As a Lead Data Scientist, you will play a crucial role in ensuring success for our customers by leading a team delivering the analytical capabilities that are at the heart of our mission to make the world a safer place to transact.
At Featurespace, we produce state-of-the-art machine learning models and decision systems protecting banks, payment providers, and hundreds of millions of cardholders and accountholders from fraud and financial crime every day.

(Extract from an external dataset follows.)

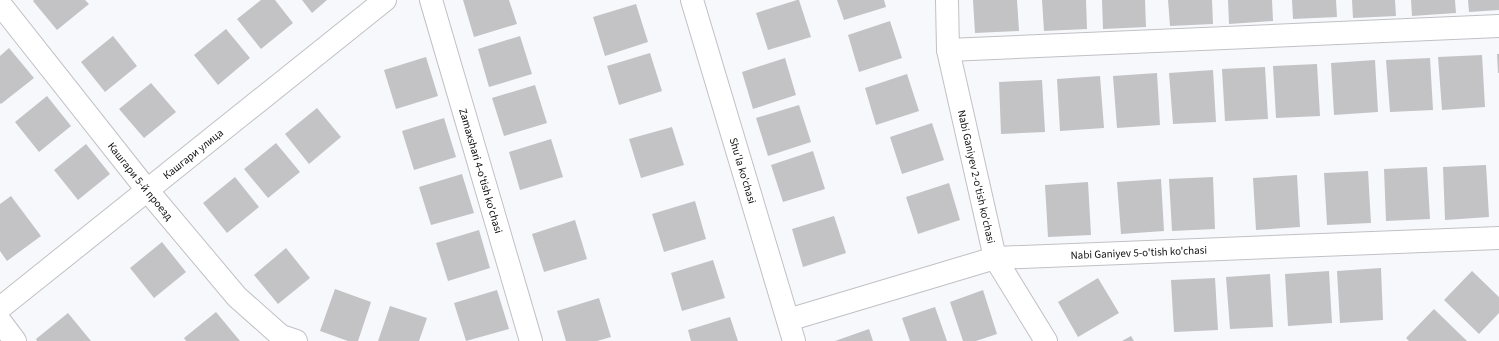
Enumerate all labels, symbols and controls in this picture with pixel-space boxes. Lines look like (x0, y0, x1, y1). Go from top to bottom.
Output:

We do this by providing our customers with an analytics execution platform, ARIC, which responds in real-time to stop transaction and payment fraud in its tracks. The platform also enables our customers’ fraud and risk operations teams to review high-risk and suspicious activities identified by their analytics, orchestrate communication with their account and cardholders, and track closely the effectiveness of those analytics and operations.
Our Analytics team are based across both our Cambridge and London offices – this is a hybrid role so you will ideally be comfortable coming into one or other of the offices around twice a week. If you’re interested in the role but require more flexibility, please speak to us!
Day to Day
It can be hard to know accurately what you’ll be doing day to day from a job description. That’s why we’re telling you exactly what your team does! There are three key tasks for the Analytics team:
- System integration: No analytics execution platform is better than its data integration or customer specific configuration! Our Analytics team work closely with the customer during the system integration to ensure high-quality data is integrated and that the ARIC system is correctly configured to meet the fraud detection demands on the customer.
- Analytics and risk strategy consultancy: No analytics execution platform supplied by high-quality, clean data is better than the specific analytics that it runs! Our team work extremely closely with customer fraud and risk strategy teams to ensure that the analytics that our systems run produce industry-leading fraud detection outcomes. We do this by supporting and teaching our customers to use our system effectively but also lending our experience from across the industry and querying data sent to the platform to further optimise the analytics.
- Data science: Featurespace’s machine learning models are one of the most attractive propositions to our customers! The final piece in the triad of team activities is the configuration of machine learning models from the rich datasets our customers possess.
You will lead a team working across these three tasks, helping deliver success on behalf of our customers by:
- Line managing a team in Analytics, acting as both a leader able to spell out a strategic vision and a mentor who grows team members to realise that vision
- Managing complex deliveries of real-time machine learning models and rules-based systems in a way that builds good relationships with key customer stakeholders
- Providing consulting expertise to customers that addresses their challenges and demonstrates the value of what we offer
- Dealing with large data sets and noisy information on complex projects and translating business requirements into well-defined and actionable tasks
- Managing client teams, and helping to accelerate critical work, including by identifying risks and empowering team members to unblock work before challenges arise
- Improving internal processes, both operational and technical, in a way that enables scalable work tracking and continual improvement in all responsibility areas, including recruitment, resourcing, and training
- Be a senior point of knowledge and escalation of analytics related technical questions
- Good degree in a scientific or numerate discipline, e.g., Computer Science, Physics, Mathematics, Engineering, or equivalent experience
- Excellent client facing skills, ability to communicate complex analytical concepts to a variety of audiences, especially in a data science context, including the application of practical machine learning algorithms to real-world data
- Depth of experience in stakeholder management and managing customer expectations and common challenges
- Ability to manage and prioritise changeable workload ensuring internal and external deadlines are met
- Experience working with customers to gather complex sets of requirements including analytical system design, data integration design, and model design
- Knowledge of Python and familiarity with SQL
- Knowledge of fundamental machine learning concepts (feature engineering, algorithms, model evaluation, model bias, etc.)
Great to haves:
- Experience in deploying statistical models and analytical algorithms in industry
- Experience with software engineering, version control, and the Unix command line
- Practical experience of the handling and mining of large, diverse, data sets
- Industry experience in financial services, fraud, and fraud strategy
- Basic knowledge of event-driven systems and distributed computing for stateful systems
- Experience managing and developing high performing individuals
- Experience working with model governance bodies or awareness of the issues facing governance of machine learning models in production
- Experience in requirements management, business analysis or consulting environment
Here at Featurespace we are committed to being a place of equality, inclusion and respect to provide a safe environment for you to bring your authentic self to work. We know that we gain as much strength from our differences as we do our similarities. We value diversity and are dedicated to listening and learning from each other to build and maintain a positive and productive culture. We appreciate this will be an ever-evolving focus for the business to ensure everyone feels supported and has a sense of belonging.